In nocciolo della questione è sempre lì, nell’impasto di soldi e potere di cui è fatta la politica stessa e del quale non riuscirà mai a privarsi del tutto, perché è attraverso il potere che viene conferito dal popolo che si può utilizzare il denaro per realizzare dei progetti. A volte sono progetti alati, altre rasoterra. In altri casi ancora – purtroppoin linea con l’esempio saronnese – i progetti diventano disegni al CAD e vanno addirittura sottoterra. Diventano fondamenta e torri degli ascensori che restano lì, come relitti arenati in una baia. Ne potete vedere un esempio nell’area ex Cemsa, regalatoci dall’ISI. Normalmente, però, diventano palazzi costruiti in aree prive di servizi, senza preoccuparsi troppo della viabilità e delle infrastrutture. Ma dell’edilizia, come spiegato qui, abbiamo purtroppo bisogno per far quadrare i conti counali (e non dimentichiamo quanto lavoro dà). Occorrerà quindi capire COSA far costruire a Saronno nei prossimi anni e COME, non SE.

Ma non ci sono solo gli interessi edili (come ho già detto, sto dalla parte dei palazzinari 🙂 ). C’è tutto un budget relativo ai servizi sociali, allo sport, all’associazionismo, alla gestione degli eventi, alla manutenzione. Tutte cose che riguardano la vita quotidiana e che, al di là dei miei sarcastici commenti sull’edilizia saronnese, non hanno in sé nulla di aprioristicamente negativo. È chiaro che tutti vogliono lavorare, che molti siano ben felici di poterlo fare per il Comune (che a sua volta è obbligato ad avere dei fornitori), ed è altrettanto chiaro che tutti coloro che sono interessati a questo tipo di businness siano ben felici di avere in comune un amico, un’amica, una giunta di un colore piuttosto che un altro. Poi ci sono la slealtà e l’impasto, che sono purtroppo inevitabili. Ci saranno sempre pressioni e gruppi di potere (di qualsiasi tipo) a ronzare attorno alla politica, non possiamo farci molto. Come per le mosche sulla merda, tanto per capirsi. 🙂

Quello che conta è tenere questa realtà endemica a un livello accettabile, in modo tale che a uscirne vincenti, con in mano il pallino del gioco, siano sempre il comune e – di riflesso – la cittadinanza.
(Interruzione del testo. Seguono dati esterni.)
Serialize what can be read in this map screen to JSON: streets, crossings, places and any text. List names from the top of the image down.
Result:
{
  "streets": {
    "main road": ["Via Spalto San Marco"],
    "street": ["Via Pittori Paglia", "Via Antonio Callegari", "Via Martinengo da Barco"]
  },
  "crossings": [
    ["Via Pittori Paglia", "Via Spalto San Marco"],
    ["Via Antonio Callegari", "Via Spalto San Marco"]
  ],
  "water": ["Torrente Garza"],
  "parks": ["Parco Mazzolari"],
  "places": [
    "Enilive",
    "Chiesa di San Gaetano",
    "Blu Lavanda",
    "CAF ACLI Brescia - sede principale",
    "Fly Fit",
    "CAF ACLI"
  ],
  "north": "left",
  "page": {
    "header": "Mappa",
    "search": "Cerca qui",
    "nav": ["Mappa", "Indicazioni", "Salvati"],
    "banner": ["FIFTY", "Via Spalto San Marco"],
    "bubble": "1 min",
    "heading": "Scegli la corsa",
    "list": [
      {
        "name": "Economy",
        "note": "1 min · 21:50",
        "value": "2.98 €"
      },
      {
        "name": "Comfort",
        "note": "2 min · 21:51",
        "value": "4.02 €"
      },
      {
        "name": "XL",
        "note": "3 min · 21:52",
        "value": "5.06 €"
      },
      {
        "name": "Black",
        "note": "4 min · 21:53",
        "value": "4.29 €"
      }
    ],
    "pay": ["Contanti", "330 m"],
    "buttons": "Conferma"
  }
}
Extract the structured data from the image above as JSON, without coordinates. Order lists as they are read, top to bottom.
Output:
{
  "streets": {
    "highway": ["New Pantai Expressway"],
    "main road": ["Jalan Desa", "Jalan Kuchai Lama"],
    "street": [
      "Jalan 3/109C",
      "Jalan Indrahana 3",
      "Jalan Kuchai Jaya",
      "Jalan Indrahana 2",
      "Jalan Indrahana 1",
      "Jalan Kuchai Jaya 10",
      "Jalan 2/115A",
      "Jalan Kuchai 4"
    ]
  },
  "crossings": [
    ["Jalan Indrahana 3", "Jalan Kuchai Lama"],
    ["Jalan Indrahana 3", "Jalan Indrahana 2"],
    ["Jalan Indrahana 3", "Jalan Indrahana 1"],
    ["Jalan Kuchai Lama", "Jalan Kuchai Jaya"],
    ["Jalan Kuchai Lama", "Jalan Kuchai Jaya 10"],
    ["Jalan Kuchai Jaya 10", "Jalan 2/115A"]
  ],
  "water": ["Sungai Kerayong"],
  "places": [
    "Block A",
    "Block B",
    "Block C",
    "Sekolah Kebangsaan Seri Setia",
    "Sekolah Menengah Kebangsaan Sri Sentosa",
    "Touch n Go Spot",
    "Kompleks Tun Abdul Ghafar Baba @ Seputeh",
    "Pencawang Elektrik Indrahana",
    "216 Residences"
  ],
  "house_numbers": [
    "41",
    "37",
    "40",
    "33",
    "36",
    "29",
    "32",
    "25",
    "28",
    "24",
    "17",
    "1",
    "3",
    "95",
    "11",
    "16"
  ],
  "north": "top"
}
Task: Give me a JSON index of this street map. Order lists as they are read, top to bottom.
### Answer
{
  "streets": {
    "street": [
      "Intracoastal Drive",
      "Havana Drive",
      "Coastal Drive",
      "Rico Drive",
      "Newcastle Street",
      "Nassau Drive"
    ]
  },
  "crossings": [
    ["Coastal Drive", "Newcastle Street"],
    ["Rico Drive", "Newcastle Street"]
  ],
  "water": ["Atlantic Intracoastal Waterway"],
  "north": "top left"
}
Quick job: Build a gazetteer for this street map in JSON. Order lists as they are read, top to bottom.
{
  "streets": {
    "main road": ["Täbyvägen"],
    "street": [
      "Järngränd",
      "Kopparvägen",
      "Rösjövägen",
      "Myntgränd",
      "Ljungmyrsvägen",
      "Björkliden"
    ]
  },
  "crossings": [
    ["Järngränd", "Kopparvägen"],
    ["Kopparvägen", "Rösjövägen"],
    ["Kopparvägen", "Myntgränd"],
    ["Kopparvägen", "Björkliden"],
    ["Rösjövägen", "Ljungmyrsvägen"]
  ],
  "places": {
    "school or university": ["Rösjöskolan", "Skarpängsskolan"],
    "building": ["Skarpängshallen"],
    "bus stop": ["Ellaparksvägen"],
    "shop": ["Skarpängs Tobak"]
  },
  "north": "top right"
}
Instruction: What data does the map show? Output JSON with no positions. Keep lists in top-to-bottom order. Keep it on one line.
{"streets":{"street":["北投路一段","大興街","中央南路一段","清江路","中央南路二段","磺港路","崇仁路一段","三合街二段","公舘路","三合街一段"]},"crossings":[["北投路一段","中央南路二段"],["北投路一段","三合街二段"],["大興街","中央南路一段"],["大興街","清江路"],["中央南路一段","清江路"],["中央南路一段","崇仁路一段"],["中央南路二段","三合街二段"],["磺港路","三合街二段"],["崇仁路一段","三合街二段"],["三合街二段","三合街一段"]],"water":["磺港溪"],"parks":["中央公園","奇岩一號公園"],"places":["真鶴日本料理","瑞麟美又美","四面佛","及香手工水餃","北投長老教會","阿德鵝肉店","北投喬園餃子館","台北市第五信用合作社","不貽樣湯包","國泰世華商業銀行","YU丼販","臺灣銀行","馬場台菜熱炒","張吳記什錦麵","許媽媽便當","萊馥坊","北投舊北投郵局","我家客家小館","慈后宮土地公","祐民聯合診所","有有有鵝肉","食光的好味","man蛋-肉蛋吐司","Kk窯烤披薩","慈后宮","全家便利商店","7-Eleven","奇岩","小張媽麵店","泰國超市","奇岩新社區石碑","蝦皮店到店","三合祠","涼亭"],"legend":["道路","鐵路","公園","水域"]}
E non è un compito facile. Chiunque diventi sindaco, in questa fondamentale tornata elettorale saronnese, dovrà misurarsi con uno scenario da brivido. Occorreranno carattere, diplomazia, un forte sostegno da parte della popolazione in modo tale che in consiglio comunale non ci siano scherzi. Il compito dell’opposizione, invece, sarà facilissimo. Siccome non ci sono soldi e tutto fa schifo, basterà dire che la colpa è del nuovo sindaco e della giunta. E in almeno un paio di casi sarà anche vero, visto che ci stavano anche prima, ma io spero tanto che sia Tu@Saronno a farsi carico di questo tipo di accusa. 🙂

Tornando a parlare degli interessi personali, comunque, io voglio andare controcorrente e ammetterlo tranquillamente: io sono mosso nella mia opera politica esclusivamente dagli interessi personali. Anzi, credo di poter dire lo stesso di molti componnenti della mia lista, forse tutti, perché è giusto essere onesti fino in fondo con gli elettori cui chiediamo il voto.

Io ho un forte interesse personale nel candidarmi a Saronno: ci abito da trentasei anni.

Ed è anche ora di fare un po’ di pulizia.